Dan Golden is not the first person to dispute with Medicare over an ambulance bill. No doubt, many people have shared his frustration.
The federal program for Americans age 65 and older denied payment for an ambulance transport between Modesto and Oakdale for his father Oct. 10. The ambulance company, Pro Transport-1, has agreed not to collect the $1,800 bill from Golden’s 85-year-old mother of Oakdale while they appeal, he said. His father, Robert Golden, died in February.
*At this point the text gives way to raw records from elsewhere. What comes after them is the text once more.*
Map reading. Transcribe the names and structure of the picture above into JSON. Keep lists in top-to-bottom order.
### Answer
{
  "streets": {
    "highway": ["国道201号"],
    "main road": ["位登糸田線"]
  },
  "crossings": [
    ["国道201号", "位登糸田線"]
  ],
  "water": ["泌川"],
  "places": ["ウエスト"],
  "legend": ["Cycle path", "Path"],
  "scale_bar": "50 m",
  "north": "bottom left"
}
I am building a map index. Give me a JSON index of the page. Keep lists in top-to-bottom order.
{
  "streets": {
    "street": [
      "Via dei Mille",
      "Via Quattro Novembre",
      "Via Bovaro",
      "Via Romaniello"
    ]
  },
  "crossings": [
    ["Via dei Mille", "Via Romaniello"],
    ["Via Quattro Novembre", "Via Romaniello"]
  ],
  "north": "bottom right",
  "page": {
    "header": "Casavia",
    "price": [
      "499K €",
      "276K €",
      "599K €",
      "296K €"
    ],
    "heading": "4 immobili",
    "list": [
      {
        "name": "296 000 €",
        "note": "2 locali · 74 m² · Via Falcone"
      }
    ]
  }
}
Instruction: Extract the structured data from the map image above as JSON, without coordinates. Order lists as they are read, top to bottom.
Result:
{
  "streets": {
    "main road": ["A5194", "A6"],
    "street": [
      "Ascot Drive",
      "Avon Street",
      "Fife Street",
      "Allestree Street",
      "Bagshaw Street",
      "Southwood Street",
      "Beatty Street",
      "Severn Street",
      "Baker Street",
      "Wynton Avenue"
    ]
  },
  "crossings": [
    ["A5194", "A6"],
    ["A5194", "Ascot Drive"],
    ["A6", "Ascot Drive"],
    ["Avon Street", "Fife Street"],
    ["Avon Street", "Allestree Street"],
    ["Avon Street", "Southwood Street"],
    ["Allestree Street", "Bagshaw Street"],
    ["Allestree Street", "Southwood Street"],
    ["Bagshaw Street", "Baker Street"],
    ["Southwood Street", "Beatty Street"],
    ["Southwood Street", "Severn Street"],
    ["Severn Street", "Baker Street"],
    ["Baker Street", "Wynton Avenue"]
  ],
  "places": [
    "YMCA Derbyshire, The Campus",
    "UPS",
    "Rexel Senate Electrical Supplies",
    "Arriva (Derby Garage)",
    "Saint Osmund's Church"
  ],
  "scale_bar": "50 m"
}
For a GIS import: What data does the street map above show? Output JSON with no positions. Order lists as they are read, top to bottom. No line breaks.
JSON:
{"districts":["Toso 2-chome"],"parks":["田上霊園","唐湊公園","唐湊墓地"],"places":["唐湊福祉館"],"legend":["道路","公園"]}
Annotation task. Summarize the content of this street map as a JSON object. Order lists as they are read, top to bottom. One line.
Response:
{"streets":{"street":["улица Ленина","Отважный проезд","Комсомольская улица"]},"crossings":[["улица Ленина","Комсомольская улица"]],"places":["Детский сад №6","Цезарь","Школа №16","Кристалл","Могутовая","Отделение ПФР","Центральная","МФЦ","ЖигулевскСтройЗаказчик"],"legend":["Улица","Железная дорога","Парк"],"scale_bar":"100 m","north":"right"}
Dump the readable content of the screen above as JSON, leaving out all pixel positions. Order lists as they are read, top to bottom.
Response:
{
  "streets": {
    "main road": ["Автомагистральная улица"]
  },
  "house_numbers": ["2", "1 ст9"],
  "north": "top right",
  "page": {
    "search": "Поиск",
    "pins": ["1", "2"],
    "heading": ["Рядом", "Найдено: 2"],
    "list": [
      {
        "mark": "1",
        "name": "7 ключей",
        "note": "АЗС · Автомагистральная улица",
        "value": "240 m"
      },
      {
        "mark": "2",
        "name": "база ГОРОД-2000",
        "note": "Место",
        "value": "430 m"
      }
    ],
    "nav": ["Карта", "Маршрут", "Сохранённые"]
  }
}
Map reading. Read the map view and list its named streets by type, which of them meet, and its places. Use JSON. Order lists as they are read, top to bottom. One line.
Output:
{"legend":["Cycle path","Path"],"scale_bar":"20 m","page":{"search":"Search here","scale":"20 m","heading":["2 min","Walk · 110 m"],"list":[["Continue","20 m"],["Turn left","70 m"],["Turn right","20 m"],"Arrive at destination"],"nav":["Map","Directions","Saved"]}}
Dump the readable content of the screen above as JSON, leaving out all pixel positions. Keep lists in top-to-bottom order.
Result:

Medicare denied payment because a basic life support ambulance took Robert Golden from Doctors Medical Center to the skilled nursing unit at Oak Valley Hospital. In Medicare’s opinion, another level of transport, sometimes called a gurney van, was appropriate.
Dan Golden said he understood the van service was not available. He argues his 86-year-old father needed attention during the ride to Oakdale. The man had a broken a vertebrae on the spine, was on strong pain medication and could not walk or sit up.
Golden said he has spent hours and hours on the phone with Medicare trying to resolve the billing issue. He will return to Bangkok this weekend after spending five months here tending to his parents’ affairs.
“My frustration level is beyond anything I ever experienced,” he said. “My mom is 85 and she can’t deal with this. It seems like it’s a real disservice to the patient.”
His mother is on a restricted income and is unable to pay, he said.
Golden has received some guidance from the Health Insurance Counseling and Advocacy Program of Stanislaus County. He has started an appeal process that can take months or an entire year.
As he goes through the different steps, Golden may eventually have an appeal hearing via telephone with an administrative law judge. The three-way connection could include a judge on the East Coast, Golden in Bangkok and a counselor at the HICAP office in Modesto.
It seems, however, the issue could be settled without going to that trouble.
A Medicare spokesman in San Francisco took some information on the case and will work on getting a response from a Medicare contractor.
Frank Dotson, a HICAP counselor who has assisted Golden, said Medicare often does not pay for ambulance rides between a hospital and nursing home. The program does not believe that life-support transports are necessary for patients who have recovered well enough to leave the hospital, he said.
Golden will have to show that his father needed nursing assistance in the ambulance, Dotson said. He has seen Medicare pay less than half the amount on ambulance company billing statements, and the company disregards the rest.
Those appealing a Medicare decision to deny payment usually need to present additional information at hearing than what was considered before, Dotson said. A nurse or doctor who was involved with the patient’s care is a possible source of information, he said.
At any given time, the local HICAP office is helping three or four Medicare recipients with ambulance billing issues. Sometimes, Medicare denies the claim if the call was not considered an emergency.
For those needing transportation upon release from the hospital, Dotson advised not to rely solely on hospital staff’s opinion on whether the transportation is covered.